Minimizing tax liabilities through lawful means is not illegal

As regards the transaction of sale of shares having been rendered illegal under section 23 and 24 of the Indian Contract Act, 1872, this proposition proceeds on the fallacious assumption that minimising tax liabilities through lawful means, even if the sale of shares be treated as tax-motivated, is illegal. Undoubtedly, when the object of a contract is illegality or something which would frustrate the law, such a contract will be void, but then minimisation of tax liability, as long as it is through legitimate tax planning and without using colourable devices, is not at all illegal; it is not even immoral as it is everybody’s duty to himself to manage his affairs properly within the framework of the law. Let us see the whole transaction from a different perspective.
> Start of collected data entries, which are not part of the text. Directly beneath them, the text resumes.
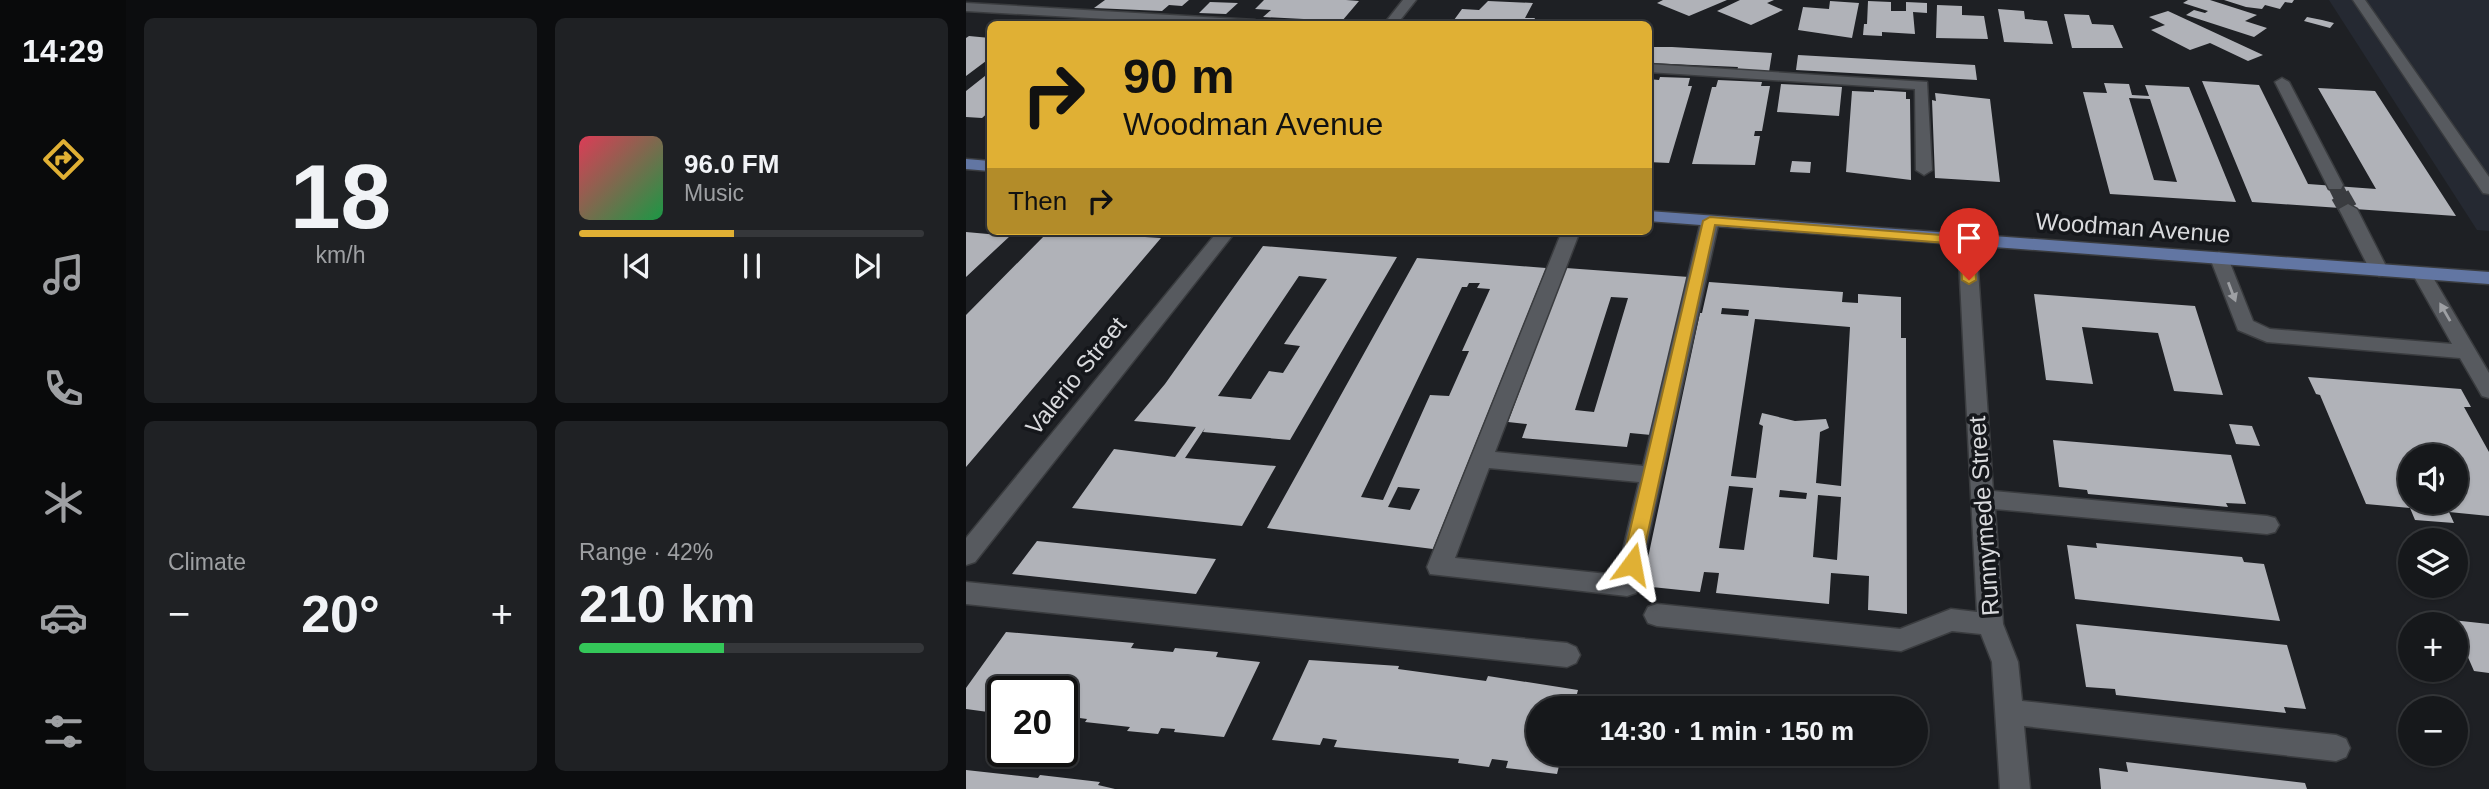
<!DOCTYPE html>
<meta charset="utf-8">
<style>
body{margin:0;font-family:Helvetica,sans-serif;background:#1f2124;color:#f1f3f6;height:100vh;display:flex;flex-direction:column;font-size:26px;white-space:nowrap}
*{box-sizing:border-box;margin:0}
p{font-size:23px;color:#9ea0a3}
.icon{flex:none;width:38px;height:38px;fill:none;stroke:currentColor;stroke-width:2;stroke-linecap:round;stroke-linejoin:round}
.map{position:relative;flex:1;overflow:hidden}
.details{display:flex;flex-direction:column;gap:18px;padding:18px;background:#0c0d0f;width:840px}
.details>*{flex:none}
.top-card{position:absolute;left:21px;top:21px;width:665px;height:214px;border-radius:10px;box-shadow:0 2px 5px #0004,0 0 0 2px #35373a;background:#e0b034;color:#111;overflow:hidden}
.fabs{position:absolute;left:1432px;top:444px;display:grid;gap:14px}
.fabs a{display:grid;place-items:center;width:70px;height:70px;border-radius:50%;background:#16181b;box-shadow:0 2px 5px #0004,0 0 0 2px #35373a;font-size:35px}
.speed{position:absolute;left:21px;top:676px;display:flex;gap:14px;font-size:35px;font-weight:700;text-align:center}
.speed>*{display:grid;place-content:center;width:91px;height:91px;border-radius:50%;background:#16181b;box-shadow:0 2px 5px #0004,0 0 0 2px #35373a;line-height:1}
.speed .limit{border:4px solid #111;border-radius:10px;background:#fff;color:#111}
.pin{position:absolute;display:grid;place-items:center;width:60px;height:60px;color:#fff;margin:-72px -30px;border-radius:50% 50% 50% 0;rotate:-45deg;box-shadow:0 0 7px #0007}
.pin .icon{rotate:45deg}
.me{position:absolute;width:77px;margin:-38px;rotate:13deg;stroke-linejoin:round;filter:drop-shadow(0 0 5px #0008)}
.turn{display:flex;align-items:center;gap:24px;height:147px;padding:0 21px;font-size:32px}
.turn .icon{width:91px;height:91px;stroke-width:2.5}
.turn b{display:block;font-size:49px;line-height:60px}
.then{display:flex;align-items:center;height:66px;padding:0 21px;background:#0003;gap:14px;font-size:26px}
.big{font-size:52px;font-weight:700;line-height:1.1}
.details .widget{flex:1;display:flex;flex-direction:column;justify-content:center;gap:10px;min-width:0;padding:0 24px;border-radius:10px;background:#1f2124}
.details .dial{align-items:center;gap:0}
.dial b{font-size:91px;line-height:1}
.song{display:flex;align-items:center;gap:21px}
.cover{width:84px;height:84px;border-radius:10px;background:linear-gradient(135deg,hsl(350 70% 55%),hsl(140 70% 35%))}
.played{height:7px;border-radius:4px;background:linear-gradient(90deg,#e0b034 45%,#35373a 45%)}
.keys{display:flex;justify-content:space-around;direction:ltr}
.heat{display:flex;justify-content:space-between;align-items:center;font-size:38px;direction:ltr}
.charge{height:10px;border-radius:5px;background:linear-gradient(90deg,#34c759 42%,#35373a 0)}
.details .tiles{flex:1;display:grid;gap:18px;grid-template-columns:repeat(2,1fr)}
.trip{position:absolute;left:560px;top:696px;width:402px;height:70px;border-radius:35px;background:#16181b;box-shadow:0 2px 5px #0004,0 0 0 2px #35373a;font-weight:700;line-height:70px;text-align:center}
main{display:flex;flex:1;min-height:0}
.menu{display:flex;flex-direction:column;width:126px;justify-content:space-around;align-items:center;background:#090a0b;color:#9ea0a3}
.menu .icon{width:49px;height:49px}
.menu .active{color:#e0b034}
.menu b{font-size:32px;color:#f1f3f6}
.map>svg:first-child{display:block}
.built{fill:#252932}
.building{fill:#b0b2b8;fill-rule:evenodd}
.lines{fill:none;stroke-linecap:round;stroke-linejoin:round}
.minor-tunnel-far1{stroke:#3a3c40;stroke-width:15;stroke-dasharray:15 7;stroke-linecap:butt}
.minor-tunnel{stroke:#3a3c40;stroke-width:19;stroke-dasharray:19 10;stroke-linecap:butt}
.minor-casing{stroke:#3a3c3f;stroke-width:3}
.major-casing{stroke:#3a3c3f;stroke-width:3}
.minor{fill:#575a5f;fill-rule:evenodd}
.major{fill:#6276a3;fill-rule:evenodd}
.oneway{fill:#9ea0a4}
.route{fill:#e0b034;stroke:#927222;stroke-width:2}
.labels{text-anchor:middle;stroke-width:7;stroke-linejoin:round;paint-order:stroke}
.street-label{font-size:24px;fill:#d9dadd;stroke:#15171b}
</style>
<main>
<nav class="menu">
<b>14:29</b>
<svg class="icon active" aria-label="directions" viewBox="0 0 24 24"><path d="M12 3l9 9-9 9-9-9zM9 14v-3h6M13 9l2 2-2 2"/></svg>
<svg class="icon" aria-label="music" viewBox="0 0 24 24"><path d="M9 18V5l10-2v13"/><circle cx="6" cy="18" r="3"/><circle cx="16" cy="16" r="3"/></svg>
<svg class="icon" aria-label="phone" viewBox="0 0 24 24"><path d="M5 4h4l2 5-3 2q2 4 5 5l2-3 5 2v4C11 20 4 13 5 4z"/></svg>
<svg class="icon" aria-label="climate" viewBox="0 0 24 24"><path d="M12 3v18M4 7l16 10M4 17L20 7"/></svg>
<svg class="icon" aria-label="car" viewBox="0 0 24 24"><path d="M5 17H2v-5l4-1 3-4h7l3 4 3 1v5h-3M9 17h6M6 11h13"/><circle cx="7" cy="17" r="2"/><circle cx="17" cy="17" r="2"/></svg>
<svg class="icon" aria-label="filters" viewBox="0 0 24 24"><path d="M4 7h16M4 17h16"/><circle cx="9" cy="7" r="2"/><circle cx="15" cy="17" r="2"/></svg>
</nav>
<section class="details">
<div class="tiles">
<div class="widget dial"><b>18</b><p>km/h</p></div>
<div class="widget">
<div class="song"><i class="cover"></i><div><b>96.0 FM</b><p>Music</p></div></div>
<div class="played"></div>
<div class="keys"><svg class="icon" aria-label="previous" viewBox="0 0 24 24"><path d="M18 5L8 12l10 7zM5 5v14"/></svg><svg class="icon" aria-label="pause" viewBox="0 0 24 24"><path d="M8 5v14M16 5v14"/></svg><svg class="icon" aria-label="next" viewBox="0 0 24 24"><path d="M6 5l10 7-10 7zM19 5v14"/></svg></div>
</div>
<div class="widget"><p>Climate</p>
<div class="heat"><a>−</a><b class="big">20°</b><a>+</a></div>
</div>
<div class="widget"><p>Range · 42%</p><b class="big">210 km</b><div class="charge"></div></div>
</div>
</section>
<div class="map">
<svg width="1523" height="789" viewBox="0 0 1523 789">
<rect width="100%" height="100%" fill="#1e2024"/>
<path class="built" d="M1363,0H1523V231L1511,230Z"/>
<path class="building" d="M139,0H223L216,6L203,5L196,11L128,8Z
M298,0H380L393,1L376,21L297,17L305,10L289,9Z
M697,0H761L723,16L691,3Z
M774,0H808L801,3L817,10L785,25L751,11Z
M1222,0H1244L1291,15L1279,21L1301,28L1288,37L1220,15L1228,10L1239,13L1242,11L1217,3Z
M1258,0H1328L1326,3L1319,2L1314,9L1299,5L1296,9L1280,7Z
M522,1L567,3L559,18H569L566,24L488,20L496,9L513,10Z
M864,1L893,3L886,38L832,30L837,7L863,9Z
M902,1L925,2V11H940V2L961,3V13L947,12L949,34L916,32V36L897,35L898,24H901Z
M244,2L272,3L260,14L233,13Z
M971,5L996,6V15L1018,16L1022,39L970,38Z
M1032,9L1058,11L1059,19L1081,21L1087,44L1038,42Z
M1202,11L1297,55L1282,61L1244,43L1224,50L1185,30L1199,25L1183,17Z
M1098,14L1123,15L1126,24L1147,25L1157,48H1106Z
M1341,17L1356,20L1368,23L1364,28L1338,21Z
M3,36L24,38V58L0,76V38Z
M682,47H706L806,53L803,72L771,70L772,67L682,63Z
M832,55L1009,65L1011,80L830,70Z
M24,72V111L16,118L0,117V91Z
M694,77L724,78L722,86H726L703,163L682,162V79L693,80Z
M752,80L796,82L795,86H804L796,131H789L788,136H794L789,165L726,164L746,87H750Z
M1236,81L1293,85L1342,184L1410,189L1352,88L1409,91L1490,216L1286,202Z
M1138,83L1163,84L1166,95L1183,96L1179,85L1223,87L1270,202L1144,194L1117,92L1141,93ZM1163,98L1184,99L1211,182L1188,180Z
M815,84L876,87L873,116L811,112Z
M908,90L940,92V99H944L945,180L880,172L886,91L908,92Z
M969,93L1024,99L1034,182L969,178L966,100L970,101Z
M826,161L845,162L844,173L824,172Z
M83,231L195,238L0,467V315Z
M0,232L44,236L0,277Z
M297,246L431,257L324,440L237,432L239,428L219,458L310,466L276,526L106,508L148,449L209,457L230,427L168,421L199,384ZM333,276L361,279L318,344L334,346L317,373L303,371L285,399L252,396Z
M451,258L580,268L467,549L301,528ZM503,283H514L511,288L524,289L496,351H503L483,396L464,395L417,500L395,497L496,287H501ZM432,487L454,489L444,510L422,507Z
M600,268L723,277L685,435L664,433L661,447L556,438L561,424L542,422ZM645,297L662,298L628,412L609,410Z
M743,282L877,292L876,302L892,303V294L935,297V338H940L941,614L902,610L903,576L865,573L863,604L750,593L753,573L738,572L734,592L676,586L734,313H736ZM756,308L783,310L782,316L755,314ZM789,319L884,327L875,486L850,483L854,432L863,428L860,419L829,421L796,413L793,424L797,426L790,478L765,476ZM763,486L787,488L778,550L753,548ZM814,490L841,493L840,499L813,497ZM852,495L875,497L871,560L847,557Z
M1068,294L1229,306L1257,395L1208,391L1192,333L1116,327L1127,384L1080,380Z
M1342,377L1495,389L1505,407H1498L1523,452V516L1483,512L1488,523L1449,520L1444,508L1400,504L1354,395L1350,394ZM1444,457H1489V502H1444Z
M1263,424L1286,426L1294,446L1270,444Z
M1087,440L1265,455L1280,504L1260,503L1262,507L1122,494L1121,490L1093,487Z
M71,541L250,559L230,594L46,574Z
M1130,543L1276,557L1278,562L1298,564L1314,621L1109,599L1101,545L1131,548Z
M1486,620L1523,624V673L1508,671L1501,655L1493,654L1489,640H1495Z
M1110,624L1321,645L1340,709L1318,707L1320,713L1150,695L1149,689L1120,687Z
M40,632L168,643L165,648L207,652L209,648L252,652L250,657L294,662L258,737L208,732L209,729L195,728L192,734L161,731L164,727L119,722L121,719L106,717L103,722L96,721V691H37V714L0,709V688Z
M343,660L433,666L432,669L520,681L522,676L612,690L607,709H572V754H596L591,774L540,768L542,761L526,759L523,767L492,763L493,759L368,747L371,740L357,738L354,745L306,740Z
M1160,762L1339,783L1341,789H1135L1133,768L1162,772Z
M0,770L72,778L74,775L134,782L132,785L149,789H0Z"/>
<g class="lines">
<path class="minor-tunnel-far1" d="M1369,185L1375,197"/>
<path class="minor-tunnel" d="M1374,195L1382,209"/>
<defs>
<path id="minor" d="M437,0H450L431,24H418Z
M1387,0H1399L1523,177V194L1517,193Z
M0,3L289,20L296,24H229L0,11Z
M682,64L961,82L966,170L958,175L950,170L949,89L682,72Z
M1316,78L1323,82L1377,185L1375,189H1363L1361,185L1309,82Z
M1382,204L1391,209L1422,270L1420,274L1413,276L1404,270L1373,209Z
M744,216L753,221L670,593L661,596L464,574L461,567L596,231H614L529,452L677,466L735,221ZM523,468L673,482L651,575L489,558Z
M252,231H270L9,562L0,565V538Z
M1001,236L1010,241L1027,491L1301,516L1309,518L1313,525L1309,532L1301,534L1029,509L1037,624L1052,662L1056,701L1370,735L1380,739L1384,748L1380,757L1370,761L1058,726L1064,789H1034L1026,662L1015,634L986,631L935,651L691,626L682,623L678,615L682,607L691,604L934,629L985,609L1011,612L992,241Z
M1253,252L1262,258L1287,321L1304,329L1486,344L1446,273L1448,269H1462L1523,373V398L1516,396L1494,358L1301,342L1272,330L1244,258Z
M0,582L601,643L610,647L614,655L610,663L601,667L0,604Z"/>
<path id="major" d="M0,159L24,161V171L0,169Z
M682,211L1523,272V284L682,221Z"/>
</defs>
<use href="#minor" class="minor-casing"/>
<use href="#major" class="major-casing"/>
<use href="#minor" class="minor"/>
<use href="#major" class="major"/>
</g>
<defs><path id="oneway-solid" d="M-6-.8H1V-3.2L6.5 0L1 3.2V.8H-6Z" transform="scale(1.75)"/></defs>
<g class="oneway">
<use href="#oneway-solid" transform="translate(1266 292) rotate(69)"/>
<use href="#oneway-solid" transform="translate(1479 312) rotate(-120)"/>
</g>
<path class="route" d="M744,217L1001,237L1007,241L1010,280L1003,284L996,280L994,244L749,225L675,564L672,569L666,571L659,569L656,564L737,221Z"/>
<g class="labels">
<g class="street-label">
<text transform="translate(1167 228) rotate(4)" y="8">Woodman Avenue</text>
<text transform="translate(110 376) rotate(-51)" y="8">Valerio Street</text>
<text transform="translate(1018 516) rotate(-94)" y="8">Runnymede Street</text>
</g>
</g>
</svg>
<div class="fabs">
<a><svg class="icon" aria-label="sound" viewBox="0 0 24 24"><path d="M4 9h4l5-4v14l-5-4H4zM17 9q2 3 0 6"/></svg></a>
<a><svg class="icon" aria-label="layers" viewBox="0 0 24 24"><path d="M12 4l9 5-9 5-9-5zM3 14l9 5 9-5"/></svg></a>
<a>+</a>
<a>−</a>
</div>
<div class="speed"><div class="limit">20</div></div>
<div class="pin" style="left:1003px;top:280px;background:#d93025"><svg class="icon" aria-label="arrive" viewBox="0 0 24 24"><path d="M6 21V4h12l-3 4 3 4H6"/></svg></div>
<svg class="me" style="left:666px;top:564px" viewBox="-20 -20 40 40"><path d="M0-17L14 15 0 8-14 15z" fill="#e0b034" stroke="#fff" stroke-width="4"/></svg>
<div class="trip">14:30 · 1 min · 150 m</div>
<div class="top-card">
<div class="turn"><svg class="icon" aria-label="right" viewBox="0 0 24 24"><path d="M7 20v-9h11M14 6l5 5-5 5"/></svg><div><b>90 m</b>Woodman Avenue</div></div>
<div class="then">Then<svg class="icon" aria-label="right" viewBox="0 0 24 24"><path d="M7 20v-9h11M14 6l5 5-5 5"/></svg></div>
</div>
</div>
</main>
As the assessee is looking at his long term capital gains, he realises, or his consultant points out to him, that he has already incurred a long term capital loss by making an investment in the shares of VCAM and that he can book this loss in case he can find a buyer for these shares even at zero value. He then looks around and narrows down to Saldhana, a director in the same company and his associate, who is ready to buy these shares at a token consideration at 3% of the face value of these shares, and the assessee then sells the shares to book the loss incurred by him in these shares. His long term capital loss is thus crystallised, and the corollaries are to follow. The benefit of this long term capital loss could not be declined to the assessee, as long as transaction has been actually effected, only on the ground that if the assessee had not taken these proactive measures, even if that the sale of shares can be described as a proactive measure, he would have paid more taxes. The assessee may so end up saving taxes but then that is perfectly legitimate. The Assessing Officer cannot disregard a transaction just because it results in a tax advantage to the assessee. Just as much as we cannot legitimize and glorify tax evasion through colourable devices and tax shelters, we cannot also deprecate and disapprove genuine tax planning within the framework of law. The line of demarcation between what is permissible tax planning and what turns into impermissible tax avoidance may be somewhat thin, but that cannot be excuse enough for the tax authorities to err on the side of excessive caution.